Le passage du STYX
Qu’est ce qui peut bien pousser un enseignant spirituel de renommée internationale, respecté et aimé, à s’enfuir comme un voleur de son monastère, sans en toucher mots à qui que ce soit, pour entamer un voyage en solitaire qui va durer quatre ans ? Rencontre avec un moine hors du commun.
Le 11 juin 2011, à Bodh Gaya, nord-est de l’Inde. « Il était un peu plus de dix heures et je venais de finir ma lettre. Personne ne savait encore rien. Une fois à l’extérieur, après avoir échappé à la vigilance du gardien, je franchis au pas de course les cent mètres qui me séparent de la porte principale. Je balance mon sac par-dessus… défait le cadenas, pousse la porte et me faufile à l’extérieur. De l’autre côté de la grille derrière moi se trouvait Tergar, un monastère bouddhiste tibétain…. dont j’étais le prestigieux abbé de trente six ans » . Voici le témoignage d’un moine errant, Yongey Mingyour Rinpotché et d’une traversée dont l’enseignement sur la mort peut nous ouvrir à la vie : un profond message spirituel pour notre monde.
Le déclic !
Si l’aura, pour la plupart d’entre nous, reste du domaine de l’intangible, ou une notion galvaudée, la présence lumineuse de Yongey Mingyour Rinpotché en révèle tout le sens. Il rayonne littéralement de cette énergie singulière et peu commune de ceux qui se sont assis sur les rives du fleuve de la mort, ont traversé le Bardo, ou état intermédiaire dans la tradition tibétaine, et en sont revenus profondément transformés, empreints de sagesse. Ce « voyage », il en rêvait depuis toujours. « Mon désir d’errance a pris racine dans l’enfance, il a été inspiré par la vie de Milarépa, yogi et grand maître tibétain » , se souvient le moine. Il précise qu’il est né dans l’Himalaya, où les températures peuvent être extrêmes. Le soir, la famille se réunissait autour du feu, pour manger une soupe et écouter des histoires, celles des grands maîtres, que narrait sa mère. Il confie avoir toujours rêvé de s’engager dans une retraite errante, mais la tradition préconise de suivre les enseignements dans un monastère, en lieu sûr, pour commencer.

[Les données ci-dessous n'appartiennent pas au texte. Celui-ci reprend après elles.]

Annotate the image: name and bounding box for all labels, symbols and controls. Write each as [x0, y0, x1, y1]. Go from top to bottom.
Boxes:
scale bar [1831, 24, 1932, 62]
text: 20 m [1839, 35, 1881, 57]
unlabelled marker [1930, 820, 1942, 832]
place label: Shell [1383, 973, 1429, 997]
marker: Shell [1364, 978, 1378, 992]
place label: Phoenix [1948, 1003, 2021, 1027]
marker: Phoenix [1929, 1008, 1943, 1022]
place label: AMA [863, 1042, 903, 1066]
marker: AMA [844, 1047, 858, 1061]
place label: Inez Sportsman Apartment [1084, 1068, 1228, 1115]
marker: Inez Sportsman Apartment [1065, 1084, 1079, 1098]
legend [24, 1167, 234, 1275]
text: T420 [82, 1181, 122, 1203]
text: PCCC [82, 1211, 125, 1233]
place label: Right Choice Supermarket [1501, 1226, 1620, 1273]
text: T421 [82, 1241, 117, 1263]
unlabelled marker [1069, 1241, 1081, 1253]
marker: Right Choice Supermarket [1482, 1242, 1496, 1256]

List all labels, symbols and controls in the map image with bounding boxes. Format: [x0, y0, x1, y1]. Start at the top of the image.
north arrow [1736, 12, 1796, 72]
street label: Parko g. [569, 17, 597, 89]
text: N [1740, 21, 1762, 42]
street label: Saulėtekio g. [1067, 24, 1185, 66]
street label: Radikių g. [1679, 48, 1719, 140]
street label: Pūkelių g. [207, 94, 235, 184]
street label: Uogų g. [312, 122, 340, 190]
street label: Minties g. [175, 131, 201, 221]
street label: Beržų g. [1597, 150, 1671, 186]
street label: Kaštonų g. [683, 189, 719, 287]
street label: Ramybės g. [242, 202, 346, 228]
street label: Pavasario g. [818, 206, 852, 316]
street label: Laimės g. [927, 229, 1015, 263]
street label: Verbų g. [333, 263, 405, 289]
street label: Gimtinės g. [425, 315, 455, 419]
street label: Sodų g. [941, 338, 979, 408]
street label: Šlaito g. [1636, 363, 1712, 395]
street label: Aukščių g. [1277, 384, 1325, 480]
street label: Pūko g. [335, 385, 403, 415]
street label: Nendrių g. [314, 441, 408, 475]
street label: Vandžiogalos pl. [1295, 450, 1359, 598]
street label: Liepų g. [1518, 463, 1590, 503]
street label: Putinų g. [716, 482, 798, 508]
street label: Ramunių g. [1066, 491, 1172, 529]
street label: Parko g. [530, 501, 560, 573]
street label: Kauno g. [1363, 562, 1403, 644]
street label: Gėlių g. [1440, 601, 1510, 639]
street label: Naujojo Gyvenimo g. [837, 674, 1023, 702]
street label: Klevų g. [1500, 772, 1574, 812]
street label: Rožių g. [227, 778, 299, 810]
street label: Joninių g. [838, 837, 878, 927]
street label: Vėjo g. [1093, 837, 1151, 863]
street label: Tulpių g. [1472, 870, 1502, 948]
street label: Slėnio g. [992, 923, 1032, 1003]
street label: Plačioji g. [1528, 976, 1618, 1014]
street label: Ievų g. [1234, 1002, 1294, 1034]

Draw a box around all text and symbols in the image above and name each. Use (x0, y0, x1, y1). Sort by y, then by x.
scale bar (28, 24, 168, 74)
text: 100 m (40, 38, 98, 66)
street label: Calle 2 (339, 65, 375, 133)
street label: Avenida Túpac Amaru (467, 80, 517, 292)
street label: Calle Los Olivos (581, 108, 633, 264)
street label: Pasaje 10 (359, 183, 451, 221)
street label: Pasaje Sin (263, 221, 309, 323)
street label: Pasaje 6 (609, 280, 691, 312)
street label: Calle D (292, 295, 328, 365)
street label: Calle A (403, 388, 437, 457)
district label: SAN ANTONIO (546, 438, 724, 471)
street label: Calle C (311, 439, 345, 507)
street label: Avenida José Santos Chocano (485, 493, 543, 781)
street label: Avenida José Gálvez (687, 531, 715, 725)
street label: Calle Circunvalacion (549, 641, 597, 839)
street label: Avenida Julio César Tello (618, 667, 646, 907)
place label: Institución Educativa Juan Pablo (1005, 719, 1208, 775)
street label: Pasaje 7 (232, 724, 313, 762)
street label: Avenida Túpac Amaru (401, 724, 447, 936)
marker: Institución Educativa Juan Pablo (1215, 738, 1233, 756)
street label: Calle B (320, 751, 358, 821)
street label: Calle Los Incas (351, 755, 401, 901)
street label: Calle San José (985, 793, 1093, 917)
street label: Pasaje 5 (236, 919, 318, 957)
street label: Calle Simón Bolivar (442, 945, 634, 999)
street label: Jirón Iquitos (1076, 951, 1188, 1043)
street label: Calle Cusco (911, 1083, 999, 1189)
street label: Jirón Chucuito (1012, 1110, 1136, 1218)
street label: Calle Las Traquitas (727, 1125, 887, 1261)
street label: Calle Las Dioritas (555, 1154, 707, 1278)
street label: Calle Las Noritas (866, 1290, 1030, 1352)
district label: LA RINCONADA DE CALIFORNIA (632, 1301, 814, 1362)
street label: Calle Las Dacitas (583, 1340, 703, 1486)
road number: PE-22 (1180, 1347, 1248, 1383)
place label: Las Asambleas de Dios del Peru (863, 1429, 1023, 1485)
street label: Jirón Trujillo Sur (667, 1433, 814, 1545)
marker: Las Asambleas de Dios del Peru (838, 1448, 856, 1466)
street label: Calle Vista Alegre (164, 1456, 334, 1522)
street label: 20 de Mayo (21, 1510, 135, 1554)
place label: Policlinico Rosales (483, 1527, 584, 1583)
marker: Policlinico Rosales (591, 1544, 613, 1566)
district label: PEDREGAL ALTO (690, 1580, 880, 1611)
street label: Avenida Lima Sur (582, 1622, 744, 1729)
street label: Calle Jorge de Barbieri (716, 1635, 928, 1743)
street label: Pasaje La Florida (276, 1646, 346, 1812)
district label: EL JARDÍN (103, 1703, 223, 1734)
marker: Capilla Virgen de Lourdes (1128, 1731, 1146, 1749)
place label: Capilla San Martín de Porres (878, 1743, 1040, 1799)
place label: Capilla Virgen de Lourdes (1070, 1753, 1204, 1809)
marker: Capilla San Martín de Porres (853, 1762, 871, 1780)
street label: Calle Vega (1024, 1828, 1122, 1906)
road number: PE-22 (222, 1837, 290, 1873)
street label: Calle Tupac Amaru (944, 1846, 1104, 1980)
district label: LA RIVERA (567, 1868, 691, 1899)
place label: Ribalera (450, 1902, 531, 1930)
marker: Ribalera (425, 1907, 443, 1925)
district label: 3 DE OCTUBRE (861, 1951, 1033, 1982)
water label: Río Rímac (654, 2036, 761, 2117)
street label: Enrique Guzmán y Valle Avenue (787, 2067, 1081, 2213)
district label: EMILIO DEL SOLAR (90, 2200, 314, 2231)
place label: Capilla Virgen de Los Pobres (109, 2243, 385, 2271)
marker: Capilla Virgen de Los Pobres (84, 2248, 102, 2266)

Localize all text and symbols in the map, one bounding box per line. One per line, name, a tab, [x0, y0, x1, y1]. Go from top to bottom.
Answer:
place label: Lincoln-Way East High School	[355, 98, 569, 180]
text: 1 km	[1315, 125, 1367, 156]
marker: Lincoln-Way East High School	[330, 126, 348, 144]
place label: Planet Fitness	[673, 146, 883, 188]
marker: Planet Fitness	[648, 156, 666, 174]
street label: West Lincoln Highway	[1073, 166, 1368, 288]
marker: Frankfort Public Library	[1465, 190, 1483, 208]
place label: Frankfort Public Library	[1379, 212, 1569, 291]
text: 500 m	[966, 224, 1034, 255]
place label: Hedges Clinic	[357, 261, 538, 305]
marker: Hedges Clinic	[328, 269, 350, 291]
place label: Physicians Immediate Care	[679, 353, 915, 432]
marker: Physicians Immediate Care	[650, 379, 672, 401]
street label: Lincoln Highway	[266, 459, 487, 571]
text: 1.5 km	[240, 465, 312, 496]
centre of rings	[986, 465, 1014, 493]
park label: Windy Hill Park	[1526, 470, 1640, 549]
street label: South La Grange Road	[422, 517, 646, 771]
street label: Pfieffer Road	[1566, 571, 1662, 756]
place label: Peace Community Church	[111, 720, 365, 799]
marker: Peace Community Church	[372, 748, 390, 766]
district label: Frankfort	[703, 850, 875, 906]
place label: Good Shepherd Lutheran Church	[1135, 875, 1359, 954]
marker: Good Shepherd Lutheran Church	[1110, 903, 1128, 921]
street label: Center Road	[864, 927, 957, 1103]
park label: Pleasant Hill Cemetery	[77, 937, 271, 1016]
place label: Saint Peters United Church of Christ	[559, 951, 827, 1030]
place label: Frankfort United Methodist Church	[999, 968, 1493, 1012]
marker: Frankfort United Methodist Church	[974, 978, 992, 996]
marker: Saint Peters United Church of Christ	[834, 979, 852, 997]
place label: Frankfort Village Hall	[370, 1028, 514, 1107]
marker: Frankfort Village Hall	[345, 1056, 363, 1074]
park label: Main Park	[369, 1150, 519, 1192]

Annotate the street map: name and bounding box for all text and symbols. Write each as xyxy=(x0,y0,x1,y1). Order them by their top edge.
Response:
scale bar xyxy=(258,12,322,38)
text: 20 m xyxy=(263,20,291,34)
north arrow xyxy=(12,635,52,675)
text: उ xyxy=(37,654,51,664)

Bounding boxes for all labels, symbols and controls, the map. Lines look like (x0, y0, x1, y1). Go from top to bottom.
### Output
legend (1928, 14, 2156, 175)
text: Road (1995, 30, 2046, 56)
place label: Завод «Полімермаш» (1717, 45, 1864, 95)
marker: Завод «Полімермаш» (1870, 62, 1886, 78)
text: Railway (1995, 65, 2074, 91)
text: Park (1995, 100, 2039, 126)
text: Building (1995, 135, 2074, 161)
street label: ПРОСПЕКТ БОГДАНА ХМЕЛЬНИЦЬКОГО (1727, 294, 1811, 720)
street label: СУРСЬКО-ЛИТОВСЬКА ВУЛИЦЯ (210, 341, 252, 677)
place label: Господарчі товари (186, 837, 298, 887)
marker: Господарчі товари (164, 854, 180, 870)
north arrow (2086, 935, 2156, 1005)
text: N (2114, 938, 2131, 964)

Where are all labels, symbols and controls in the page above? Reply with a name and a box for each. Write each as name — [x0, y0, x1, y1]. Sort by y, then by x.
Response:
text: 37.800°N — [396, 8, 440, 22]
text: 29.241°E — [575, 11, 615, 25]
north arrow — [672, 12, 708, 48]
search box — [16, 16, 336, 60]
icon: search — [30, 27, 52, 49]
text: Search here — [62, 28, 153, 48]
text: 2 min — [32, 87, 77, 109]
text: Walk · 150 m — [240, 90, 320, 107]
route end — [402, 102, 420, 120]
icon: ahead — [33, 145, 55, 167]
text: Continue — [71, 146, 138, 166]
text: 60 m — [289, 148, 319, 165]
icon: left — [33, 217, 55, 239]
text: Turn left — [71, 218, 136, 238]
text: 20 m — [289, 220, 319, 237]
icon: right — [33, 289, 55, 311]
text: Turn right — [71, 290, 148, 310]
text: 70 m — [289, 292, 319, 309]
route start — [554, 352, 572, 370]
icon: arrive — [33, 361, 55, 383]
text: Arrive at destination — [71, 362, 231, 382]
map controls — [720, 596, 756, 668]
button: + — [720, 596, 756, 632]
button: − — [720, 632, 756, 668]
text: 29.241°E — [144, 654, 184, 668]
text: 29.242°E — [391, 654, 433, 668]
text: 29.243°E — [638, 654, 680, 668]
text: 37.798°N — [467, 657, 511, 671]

« Là, le feu de la conscience est nourri par du petits bois, protégé du vent extérieur » , poursuit-il, en livrant cette métaphore centrale dans la pratique de la méditation. L’errance, elle, va opérer comme un puissant soufflet sur ce feu intérieur et fortifier les acquis du monastère. Puis le temps a passé. Une fois devenu moine, après avoir écrit un livre, un best-seller qui va l’envoyer aux quatre coins du monde, Yongey Mingyour Rinpotché connaît une renommée grandissante. Et il a oublié… Comme c’est souvent le cas pour chacun, emporté dans un maelström du quotidien, de reléguer à la cave son désir profond. Jusqu’à ce qu’à l’intérieur de lui renaisse un appel impérieux. Dans un large sourire, avec une autodérision déconcertante, le jeune moine précise que son ego était devenu énorme… Il devait partir, sans remettre à demain ! Ce qu’il a fait, dans le plus grand secret.
L’épreuve du Bardo
Méditant de haut vol, au mental aguerri, Yongey Mingyour Rinpotché n’avait pourtant rien anticipé de la nature de l’épreuve qui l’attendait. Pour évoquer ce voyage initiatique de l’ombre à la lumière, le miraculé rappelle le contexte : « Dans ce monastère où tout le monde me saluait, j’étais reconnu, estimé, aimé, bien nourri avec un toit et un bon lit confortable, j’étais en sécurité. Dans un cocon. » Ses journées s’organisaient autour des pratiques et des enseignements…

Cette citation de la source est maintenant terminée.